According to John Kilduff of Again Capital, the steep decline in the May contract could be because “the physical oil market conditions are a disaster, with growing concerns about finding available storage.” He says the picture looks brighter for the longer term. He saidto CNBC, “The higher priced, longer-dated futures contracts are indicative of the market expecting some level of clearing in the cash market over the course of the next several months.” He added that given the rapid decline in the U.S. oil rig count and the expected cutback by OPEC+ members that is a reasonable assumption (Source: cnbc.com).
Positive Vibes on Wednesday, April 22
The clouds lifted on Wednesday, April 22 with the stocks rising for the first time in three days as crude prices stabilized after the record plummeting on Monday. We can see oil stabilized and the bulls had their way with a big day and turnaround in sentiment.
The Dow Jones Industrial Average rose 456.94 points (nearly 2%) to 23,475.82
The S&P 500 also rose by 2.3% to 2,799.31
The Nasdaq Composite advanced 2.8% to 8,495.38
The West Texas Intermediate contract for June had one of its strongest rallies in memory and advanced 19% and settled at $13.78 per barrel. Brent Futures were up 7.6% at $20.37 per barrel after recovering from a sharp overnight drop.

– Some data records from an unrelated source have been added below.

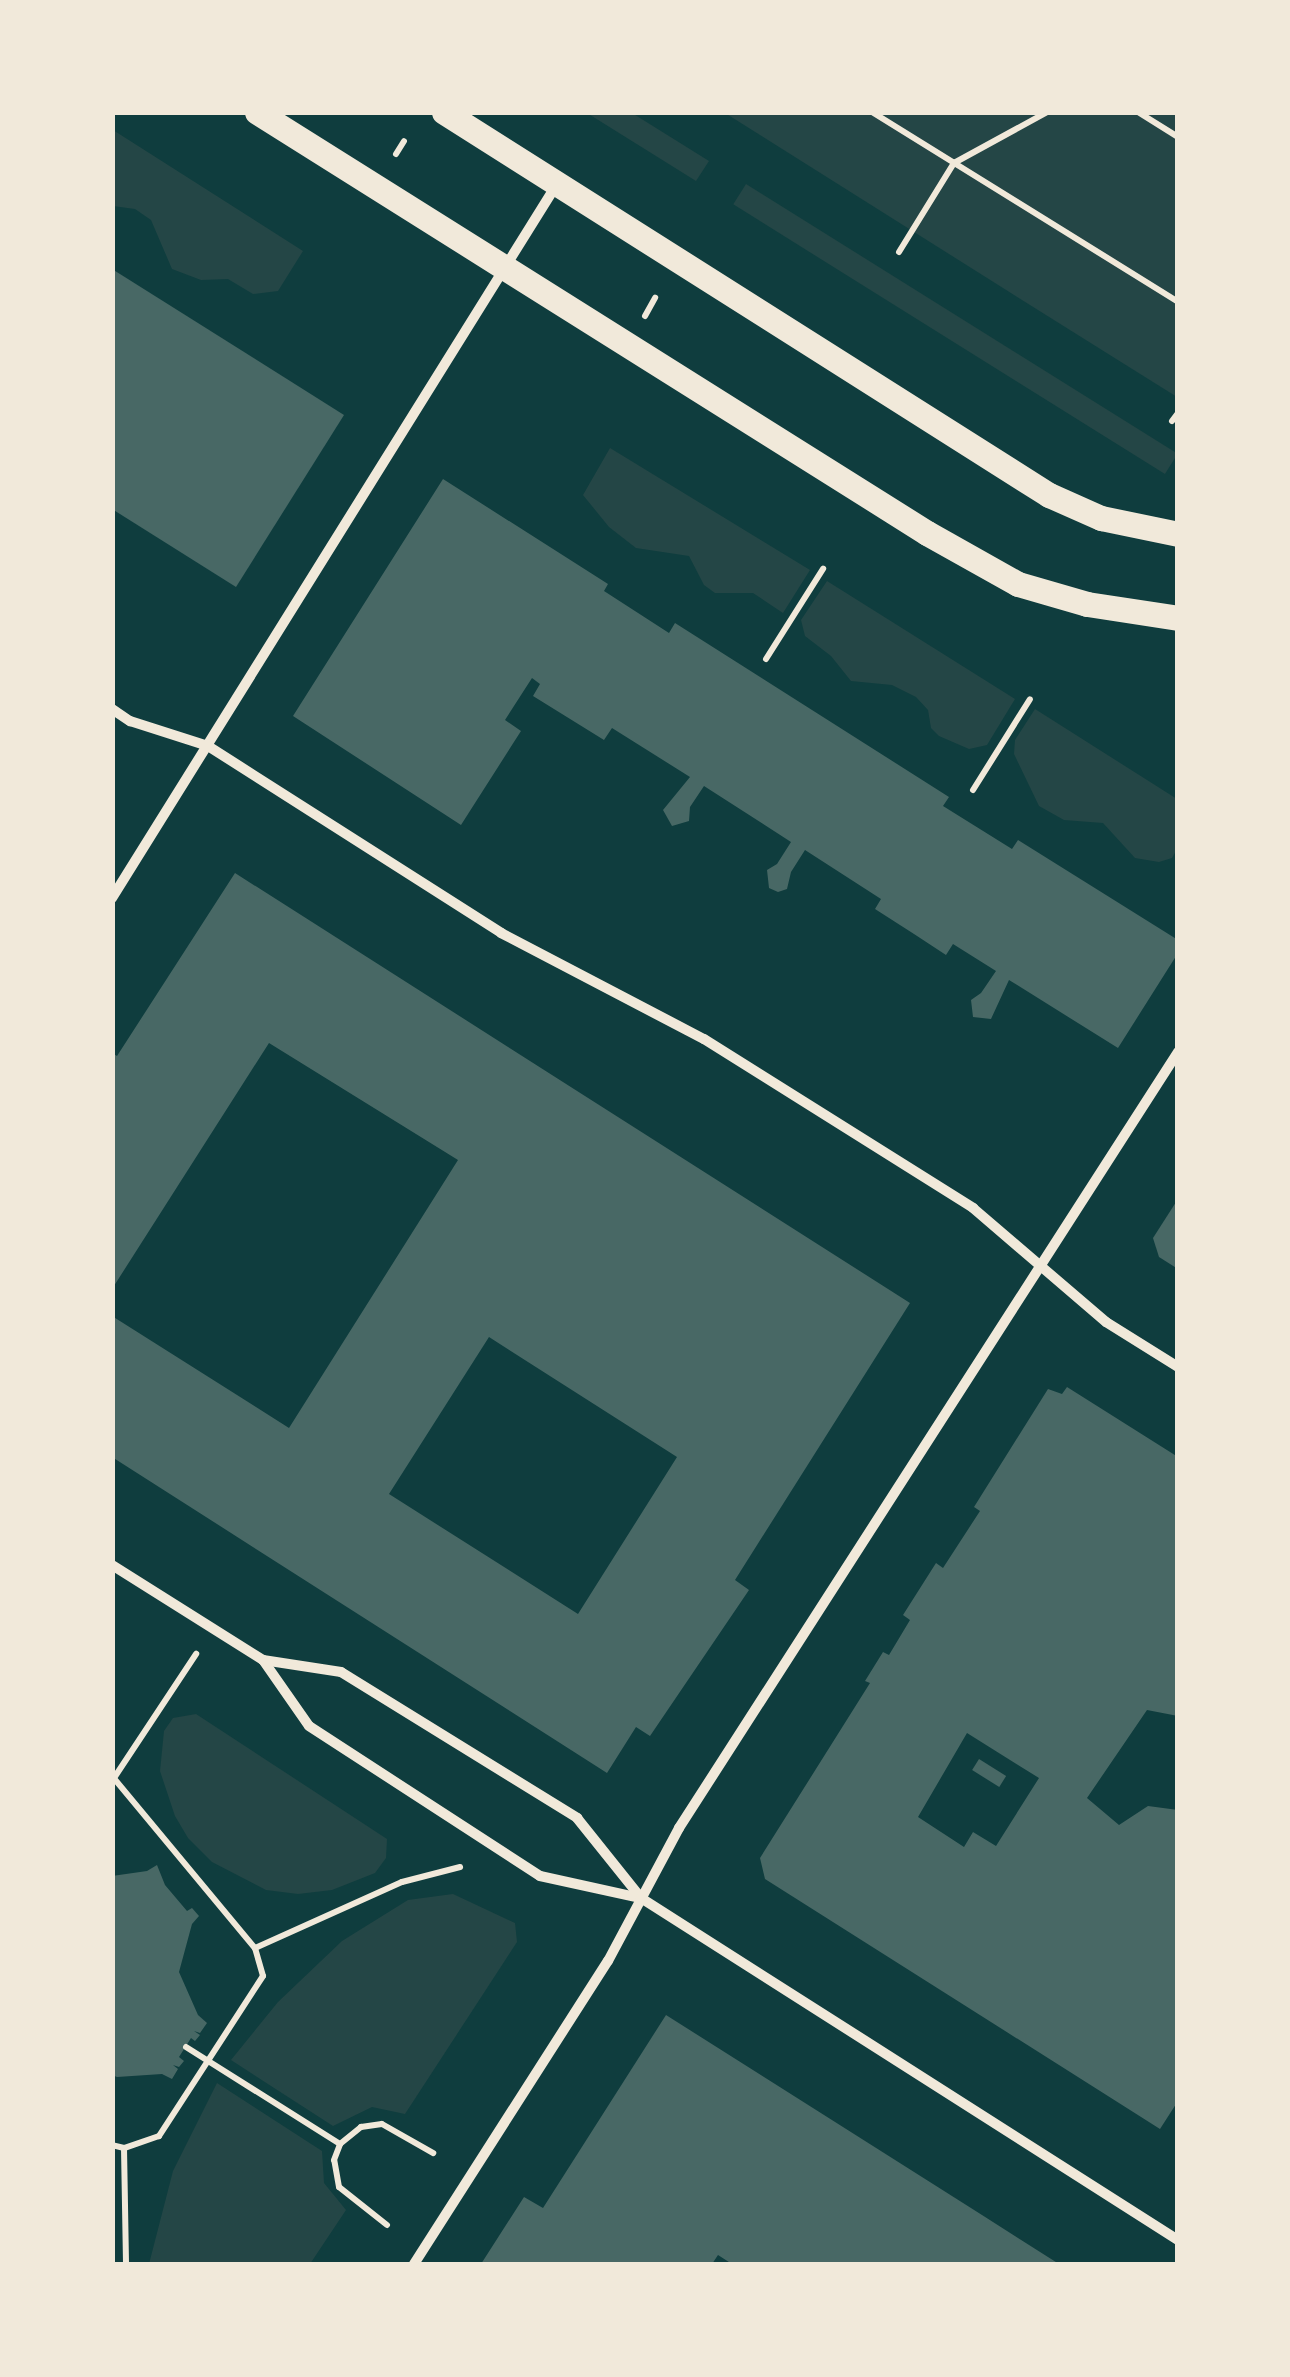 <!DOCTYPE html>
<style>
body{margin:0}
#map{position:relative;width:1290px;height:2377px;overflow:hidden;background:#0f3d3e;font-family:Overpass,sans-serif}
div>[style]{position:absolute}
.green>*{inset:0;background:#244646;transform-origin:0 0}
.building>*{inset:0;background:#486865;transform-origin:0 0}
.path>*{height:6px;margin:-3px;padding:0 3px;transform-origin:3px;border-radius:3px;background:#f1e9da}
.minor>*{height:10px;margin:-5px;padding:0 5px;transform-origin:5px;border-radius:5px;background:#f1e9da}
.primary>*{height:25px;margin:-12.5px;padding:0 12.5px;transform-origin:12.5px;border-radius:12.5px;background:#f1e9da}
span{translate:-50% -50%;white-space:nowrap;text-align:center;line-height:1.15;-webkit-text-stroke:8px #f1e9da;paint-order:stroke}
.frame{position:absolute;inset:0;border:115px solid #f1e9da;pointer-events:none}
</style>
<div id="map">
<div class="green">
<div style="clip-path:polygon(587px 113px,632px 113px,709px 161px,696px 181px)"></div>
<div style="clip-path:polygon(725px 113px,1177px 113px,1177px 397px,1003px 288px)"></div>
<div style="clip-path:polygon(113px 130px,303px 251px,278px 291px,253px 294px,228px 279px,201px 280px,172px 269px,151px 220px,135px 209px,113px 206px)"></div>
<div style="left:746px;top:184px;width:509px;height:24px;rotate:32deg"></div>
<div style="clip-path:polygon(610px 448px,810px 570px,783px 613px,753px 593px,715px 593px,704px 585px,689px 556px,636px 548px,609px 527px,583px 495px)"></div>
<div style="clip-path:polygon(827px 581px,1015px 699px,987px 745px,969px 749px,939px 736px,931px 728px,928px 710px,916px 697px,892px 685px,851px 681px,831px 656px,805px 636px,801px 620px)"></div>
<div style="clip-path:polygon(1035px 709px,1177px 799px,1177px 849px,1172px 858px,1159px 862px,1135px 858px,1103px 823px,1064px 820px,1039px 806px,1014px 754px,1015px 740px)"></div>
<div style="clip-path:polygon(196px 1714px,387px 1839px,386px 1858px,375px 1873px,332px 1890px,298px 1894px,266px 1890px,212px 1862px,188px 1838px,175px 1816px,160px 1771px,164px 1731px,173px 1718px)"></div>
<div style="clip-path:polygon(453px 1894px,515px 1923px,517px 1942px,405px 2114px,372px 2107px,333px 2126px,231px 2060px,278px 2002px,342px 1941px,408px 1900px)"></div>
<div style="clip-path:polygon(217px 2083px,322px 2151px,324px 2183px,346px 2210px,310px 2264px,149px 2264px,173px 2171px)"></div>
</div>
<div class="building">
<div style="clip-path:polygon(112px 269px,344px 415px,236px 587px,112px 509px)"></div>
<div style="clip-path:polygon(443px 479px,608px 584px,604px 591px,669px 633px,675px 623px,949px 797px,943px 806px,1012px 849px,1018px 840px,1178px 940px,1178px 953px,1118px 1048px,1009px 980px,991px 1019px,973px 1017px,971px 1000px,981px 993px,996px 971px,953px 944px,946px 955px,914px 934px,875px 909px,881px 899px,805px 850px,791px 872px,787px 889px,778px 892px,769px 888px,767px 870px,777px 864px,791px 842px,704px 786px,690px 807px,689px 821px,672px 826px,663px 810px,690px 777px,612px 728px,604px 740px,533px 696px,540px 684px,532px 678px,505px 720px,521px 731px,461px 825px,293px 716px)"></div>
<div style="clip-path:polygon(evenodd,235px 873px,910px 1303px,735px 1580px,749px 1590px,650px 1736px,636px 1727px,607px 1773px,112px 1457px,112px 1316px,289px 1428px,458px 1160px,269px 1043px,112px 1289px,112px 1053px,117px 1056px,235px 873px,489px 1337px,677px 1457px,578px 1614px,389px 1494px,489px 1337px)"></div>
<div style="clip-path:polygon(1178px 1199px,1178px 1269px,1159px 1257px,1153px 1238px)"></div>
<div style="clip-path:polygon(evenodd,1067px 1387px,1178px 1457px,1178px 1716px,1147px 1710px,1087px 1798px,1119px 1825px,1148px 1806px,1178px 1810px,1178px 2101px,1160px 2129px,765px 1879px,760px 1858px,870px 1683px,865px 1681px,883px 1652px,889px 1655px,910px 1620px,903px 1615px,936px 1563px,943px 1568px,980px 1511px,974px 1507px,1048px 1389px,1062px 1394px,1067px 1387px,967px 1733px,1039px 1778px,996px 1846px,973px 1832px,964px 1847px,918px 1817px,967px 1733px)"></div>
<div style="left:979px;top:1759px;width:32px;height:13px;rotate:32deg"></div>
<div style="clip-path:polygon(157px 1865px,165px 1885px,187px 1911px,192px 1908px,199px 1916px,192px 1924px,179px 1972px,198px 2015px,207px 2023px,200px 2033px,194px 2031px,200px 2035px,195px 2041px,191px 2038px,179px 2057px,184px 2061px,179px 2067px,173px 2065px,178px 2069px,172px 2079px,162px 2074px,117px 2077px,112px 2075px,112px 1876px,147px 1871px)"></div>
<div style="clip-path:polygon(666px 2015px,982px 2215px,1059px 2264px,732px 2264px,718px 2255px,712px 2264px,481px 2264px,524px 2197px,543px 2208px)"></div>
</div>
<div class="path">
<div style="left:872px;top:112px;width:360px;rotate:31.8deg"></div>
<div style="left:1138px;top:112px;width:47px;rotate:32deg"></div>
<div style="left:396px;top:154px;width:15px;rotate:-58deg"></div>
<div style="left:899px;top:252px;width:105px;rotate:-58.3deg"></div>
<div style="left:954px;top:163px;width:106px;rotate:-28.7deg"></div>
<div style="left:645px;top:316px;width:21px;rotate:-61deg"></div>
<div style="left:1172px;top:421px;width:10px;rotate:-53deg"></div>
<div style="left:766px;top:659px;width:107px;rotate:-57.7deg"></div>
<div style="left:973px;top:790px;width:107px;rotate:-57.9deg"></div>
<div style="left:112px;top:1776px;width:224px;rotate:50.3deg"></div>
<div style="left:255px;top:1948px;width:29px;rotate:74deg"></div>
<div style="left:263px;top:1976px;width:191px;rotate:123deg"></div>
<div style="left:159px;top:2136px;width:37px;rotate:161deg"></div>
<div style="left:124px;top:2148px;width:12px;rotate:-166deg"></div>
<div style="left:114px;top:1778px;width:149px;rotate:-56.5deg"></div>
<div style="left:255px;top:1948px;width:161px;rotate:-24.2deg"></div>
<div style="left:402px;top:1882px;width:60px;rotate:-14.5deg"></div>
<div style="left:186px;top:2047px;width:182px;rotate:32.2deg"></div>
<div style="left:124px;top:2148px;width:116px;rotate:89deg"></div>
<div style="left:387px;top:2225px;width:61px;rotate:-141.6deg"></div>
<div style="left:339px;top:2187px;width:27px;rotate:-100deg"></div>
<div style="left:334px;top:2160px;width:17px;rotate:-69deg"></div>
<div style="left:340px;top:2144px;width:27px;rotate:-39deg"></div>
<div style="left:361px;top:2127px;width:21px;rotate:-8deg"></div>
<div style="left:382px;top:2124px;width:59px;rotate:29.6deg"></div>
</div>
<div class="minor">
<div style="left:112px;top:709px;width:22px;rotate:34deg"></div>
<div style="left:130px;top:721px;width:82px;rotate:17.8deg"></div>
<div style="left:208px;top:746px;width:348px;rotate:32.5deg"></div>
<div style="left:501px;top:933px;width:229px;rotate:27.6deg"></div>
<div style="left:704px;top:1039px;width:318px;rotate:32.1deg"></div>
<div style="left:973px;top:1208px;width:175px;rotate:40.6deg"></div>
<div style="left:1106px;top:1322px;width:85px;rotate:32deg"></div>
<div style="left:112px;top:898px;width:841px;rotate:-58.07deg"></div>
<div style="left:112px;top:1565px;width:178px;rotate:32.2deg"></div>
<div style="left:263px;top:1660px;width:80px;rotate:55.1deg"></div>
<div style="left:309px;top:1726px;width:275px;rotate:33deg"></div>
<div style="left:540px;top:1876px;width:102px;rotate:12.4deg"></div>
<div style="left:263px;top:1660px;width:79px;rotate:8.7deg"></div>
<div style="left:341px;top:1672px;width:278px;rotate:31.7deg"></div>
<div style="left:577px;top:1818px;width:102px;rotate:51.3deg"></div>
<div style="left:641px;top:1898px;width:637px;rotate:32.49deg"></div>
<div style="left:414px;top:2264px;width:360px;rotate:-57.4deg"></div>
<div style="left:608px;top:1961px;width:151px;rotate:-61.9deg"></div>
<div style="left:679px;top:1828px;width:923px;rotate:-57.26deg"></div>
</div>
<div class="primary">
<div style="left:257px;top:112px;width:791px;rotate:32.14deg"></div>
<div style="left:927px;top:533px;width:104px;rotate:29.3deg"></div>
<div style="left:1018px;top:584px;width:72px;rotate:16.2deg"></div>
<div style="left:1087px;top:604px;width:92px;rotate:8.7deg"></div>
<div style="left:444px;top:112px;width:716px;rotate:32.34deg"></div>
<div style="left:1049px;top:495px;width:57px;rotate:23.9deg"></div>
<div style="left:1101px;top:518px;width:79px;rotate:11.7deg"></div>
</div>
<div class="frame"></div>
</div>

Alongside oil’s advancement, energy stocks rose broadly with the sector gaining over 3%. Halliburton closed 10.3% higher; Noble Energy and Diamondback Energy both gained more than 7%. Plausible Reasons for the Oil Price Decline
As mentioned at the outset, the huge decline in demand for oil is the major reason for the fall in oil prices. The U.S. Energy Information Administration informs that in the past four weeks, U.S. gasoline shipments have declined more than 30%, and jet fuel shipments have fallen 40%. Market observers say that individual investors pouring capital into the United States Oil Fund (NYSEMKT:USO) may have had a major role to play in Monday’s crash. Bloomberg reports that perhaps 25% of outstanding May 2020 futures were held by that fund on Monday and this is something that could happen when investors who cannot actually take the oil are trapped in a huge imbalance between supply and demand.
Slow Recovery Expected as the Economy Reopens
Oil demand is expected to rise, though slowly, as the economy reopens after COVID-19. The major concern is that oil inventories and supplies of refined products could stay at highest levels because producers have been very slow to respond by cutting down production. More imported oil is expected to reach U.S. markets soon.
Jason Hall (in The Motley Fool) says that investors must tread lightly in view of the low oil prices that are creating massive problems for the entire oil industry value chain at present. Apart from a few prominent and best-capitalized companies such as Royal Dutch Shell (NYSE:RDS.B) (NYSE:RDS.A), and Phillips 66 (NYSE:PSX), much of the oil industry is “un-investible” right now. It could take quite a while for the oil industry to be back on its feet because even post COVID-19 when the economy recovers slowly, there will be hundreds of millions of barrels of oil to reckon with before oil production can start recovering.